Outras temáticas trabalhadas por Luís Fernando Veríssimo são: a discussão sobre a real identidade nas crônicas “Espelhos” e “O Verdadeiro José”; sobre a questão da inteligência inventada para impressionar o próximo como no texto “Nobel”, assim como a questão do assédio sexual na crônica “Seu corpo” e em busca do interesse próprio como em “Os moralistas”, “Blefes”, “A mentira” e “Cantadas”.

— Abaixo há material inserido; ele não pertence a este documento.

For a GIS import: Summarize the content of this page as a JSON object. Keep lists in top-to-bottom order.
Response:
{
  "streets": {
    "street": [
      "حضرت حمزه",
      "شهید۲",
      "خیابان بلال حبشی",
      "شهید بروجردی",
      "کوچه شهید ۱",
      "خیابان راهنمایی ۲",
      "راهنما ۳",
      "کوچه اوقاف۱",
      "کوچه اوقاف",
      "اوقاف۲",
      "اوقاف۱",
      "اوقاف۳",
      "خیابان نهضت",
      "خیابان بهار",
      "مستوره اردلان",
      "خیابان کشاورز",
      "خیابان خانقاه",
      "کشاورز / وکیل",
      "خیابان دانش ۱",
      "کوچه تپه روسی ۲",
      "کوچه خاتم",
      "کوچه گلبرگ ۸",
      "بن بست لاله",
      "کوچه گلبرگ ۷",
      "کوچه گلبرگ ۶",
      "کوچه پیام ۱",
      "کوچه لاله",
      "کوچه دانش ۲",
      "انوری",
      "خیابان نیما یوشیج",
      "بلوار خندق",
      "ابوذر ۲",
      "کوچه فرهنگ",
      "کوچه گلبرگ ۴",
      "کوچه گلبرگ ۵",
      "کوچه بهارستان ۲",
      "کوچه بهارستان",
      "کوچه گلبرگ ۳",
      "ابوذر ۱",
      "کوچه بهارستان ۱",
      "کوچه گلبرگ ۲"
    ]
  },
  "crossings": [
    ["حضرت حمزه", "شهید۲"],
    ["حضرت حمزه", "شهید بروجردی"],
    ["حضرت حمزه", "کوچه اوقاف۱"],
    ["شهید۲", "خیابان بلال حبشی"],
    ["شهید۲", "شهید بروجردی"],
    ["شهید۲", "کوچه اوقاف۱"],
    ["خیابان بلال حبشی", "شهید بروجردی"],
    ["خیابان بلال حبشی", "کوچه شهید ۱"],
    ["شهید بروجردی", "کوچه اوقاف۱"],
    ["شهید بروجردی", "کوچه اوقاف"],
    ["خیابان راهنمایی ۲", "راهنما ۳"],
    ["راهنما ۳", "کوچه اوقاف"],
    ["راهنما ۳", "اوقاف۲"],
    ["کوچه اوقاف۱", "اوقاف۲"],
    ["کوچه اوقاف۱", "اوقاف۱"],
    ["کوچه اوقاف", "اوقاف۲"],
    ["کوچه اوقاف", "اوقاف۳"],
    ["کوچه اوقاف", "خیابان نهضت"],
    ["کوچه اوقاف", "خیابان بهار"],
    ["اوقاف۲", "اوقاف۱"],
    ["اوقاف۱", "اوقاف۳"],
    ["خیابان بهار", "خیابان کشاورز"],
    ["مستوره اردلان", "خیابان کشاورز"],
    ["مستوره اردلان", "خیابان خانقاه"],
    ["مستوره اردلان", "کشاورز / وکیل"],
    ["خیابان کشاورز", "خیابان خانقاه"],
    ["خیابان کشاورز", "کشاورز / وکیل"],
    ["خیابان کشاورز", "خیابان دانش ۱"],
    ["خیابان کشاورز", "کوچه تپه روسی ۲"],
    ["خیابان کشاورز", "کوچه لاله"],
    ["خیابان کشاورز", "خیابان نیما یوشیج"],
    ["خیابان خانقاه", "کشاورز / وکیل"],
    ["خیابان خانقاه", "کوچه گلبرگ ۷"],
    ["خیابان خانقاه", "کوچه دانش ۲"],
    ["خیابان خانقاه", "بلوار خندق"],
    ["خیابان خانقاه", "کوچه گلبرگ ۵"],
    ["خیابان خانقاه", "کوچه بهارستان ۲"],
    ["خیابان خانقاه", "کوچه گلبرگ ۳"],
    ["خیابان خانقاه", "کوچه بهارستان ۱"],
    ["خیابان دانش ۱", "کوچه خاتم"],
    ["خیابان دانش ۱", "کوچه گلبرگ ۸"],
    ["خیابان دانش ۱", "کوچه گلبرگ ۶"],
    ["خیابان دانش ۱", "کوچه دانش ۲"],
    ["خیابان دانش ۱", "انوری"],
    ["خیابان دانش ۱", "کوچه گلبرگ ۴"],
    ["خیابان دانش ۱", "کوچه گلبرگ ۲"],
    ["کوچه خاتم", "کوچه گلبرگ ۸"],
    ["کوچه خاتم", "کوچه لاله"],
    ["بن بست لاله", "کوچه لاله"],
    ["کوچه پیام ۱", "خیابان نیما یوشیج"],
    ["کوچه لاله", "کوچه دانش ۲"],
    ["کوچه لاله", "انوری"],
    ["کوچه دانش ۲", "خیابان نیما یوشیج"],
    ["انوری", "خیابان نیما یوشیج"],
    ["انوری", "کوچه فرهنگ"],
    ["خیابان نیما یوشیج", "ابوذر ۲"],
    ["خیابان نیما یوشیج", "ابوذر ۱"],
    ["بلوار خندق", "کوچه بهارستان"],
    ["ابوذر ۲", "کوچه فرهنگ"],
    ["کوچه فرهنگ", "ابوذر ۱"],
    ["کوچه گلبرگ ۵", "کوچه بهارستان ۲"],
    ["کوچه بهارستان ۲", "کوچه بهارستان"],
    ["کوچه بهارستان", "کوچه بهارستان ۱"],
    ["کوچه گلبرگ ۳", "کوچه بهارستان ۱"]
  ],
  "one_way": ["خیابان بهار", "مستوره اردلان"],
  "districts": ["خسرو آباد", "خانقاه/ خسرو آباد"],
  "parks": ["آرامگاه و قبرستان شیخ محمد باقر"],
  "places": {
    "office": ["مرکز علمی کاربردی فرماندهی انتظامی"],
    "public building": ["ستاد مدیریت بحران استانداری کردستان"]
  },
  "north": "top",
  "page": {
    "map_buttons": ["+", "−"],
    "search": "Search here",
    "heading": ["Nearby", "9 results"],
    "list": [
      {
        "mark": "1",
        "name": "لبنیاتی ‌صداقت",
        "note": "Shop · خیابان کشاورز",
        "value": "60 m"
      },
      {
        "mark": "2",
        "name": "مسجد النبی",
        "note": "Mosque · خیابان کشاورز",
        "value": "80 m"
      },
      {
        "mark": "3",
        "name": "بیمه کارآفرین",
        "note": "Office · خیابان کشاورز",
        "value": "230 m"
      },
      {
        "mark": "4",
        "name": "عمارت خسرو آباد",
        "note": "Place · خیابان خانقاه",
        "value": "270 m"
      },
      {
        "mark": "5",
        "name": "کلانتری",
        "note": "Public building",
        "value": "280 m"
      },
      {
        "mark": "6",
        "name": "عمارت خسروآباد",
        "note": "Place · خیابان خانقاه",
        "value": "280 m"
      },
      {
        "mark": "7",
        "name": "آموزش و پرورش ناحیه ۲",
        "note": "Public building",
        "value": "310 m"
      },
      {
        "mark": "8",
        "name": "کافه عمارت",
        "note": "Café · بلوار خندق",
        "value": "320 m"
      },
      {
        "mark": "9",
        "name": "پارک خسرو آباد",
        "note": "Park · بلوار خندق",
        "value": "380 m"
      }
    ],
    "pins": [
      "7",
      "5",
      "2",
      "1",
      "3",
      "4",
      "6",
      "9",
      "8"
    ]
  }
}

Por fim, a obra busca mostrar que as pessoas mentem pelos mais diversos motivos, sejam eles por amor, pela conquista, para agradar alguém ou simplesmente para manter a própria imagem, usando uma pseudo-sabedoria como plano de fundo das histórias. A crônica “O Jargão” narra muito bem o uso de frases prontas para disfarçar o que não se sabe. As histórias narradas por Veríssimo são atemporais.
Em suma, “As Mentiras que os Homens Contam” é um livro que encanta pela sua simplicidade e pela perspicácia com que Veríssimo observa o comportamento humano. Ele nos convida a rir de nós mesmos e das nossas imperfeições, oferecendo uma leitura agradável e reflexiva. Para os fãs de crônicas bem-humoradas e para aqueles que apreciam uma análise leve e irônica das relações humanas, este livro é uma excelente escolha.